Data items
• • • •

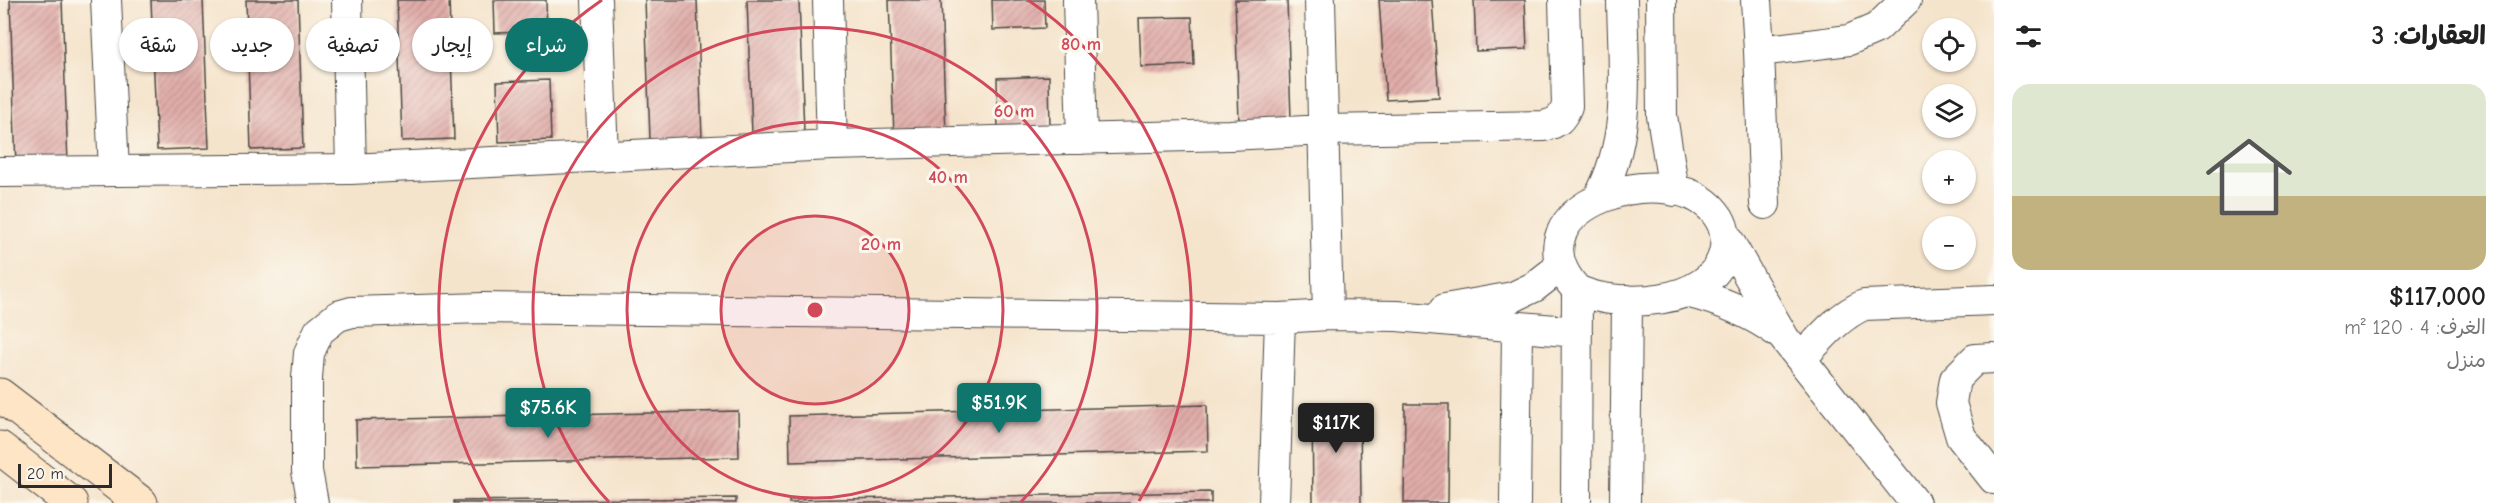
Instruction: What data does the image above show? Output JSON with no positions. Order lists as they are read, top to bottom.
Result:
{
  "scale_bar": "20 m",
  "page": {
    "heading": "العقارات: 3",
    "map_buttons": ["+", "−"],
    "chip": [
      "شراء",
      "إيجار",
      "تصفية",
      "جديد",
      "شقة"
    ],
    "list": [
      {
        "name": "$117,000",
        "note": "الغرف: 4 · 120 m² · منزل"
      }
    ],
    "price": ["$51.9K", "$75.6K", "$117K"],
    "scale": "20 m"
  },
  "rings": [
    "80 m",
    "60 m",
    "40 m",
    "20 m"
  ]
}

• • • •

Your reply should be the entries above, repeated exactly and free of pictures.

**Reply to the task**
Instruction: What data does the image above show? Output JSON with no positions. Order lists as they are read, top to bottom.
Result:
{
  "scale_bar": "20 m",
  "page": {
    "heading": "العقارات: 3",
    "map_buttons": ["+", "−"],
    "chip": [
      "شراء",
      "إيجار",
      "تصفية",
      "جديد",
      "شقة"
    ],
    "list": [
      {
        "name": "$117,000",
        "note": "الغرف: 4 · 120 m² · منزل"
      }
    ],
    "price": ["$51.9K", "$75.6K", "$117K"],
    "scale": "20 m"
  },
  "rings": [
    "80 m",
    "60 m",
    "40 m",
    "20 m"
  ]
}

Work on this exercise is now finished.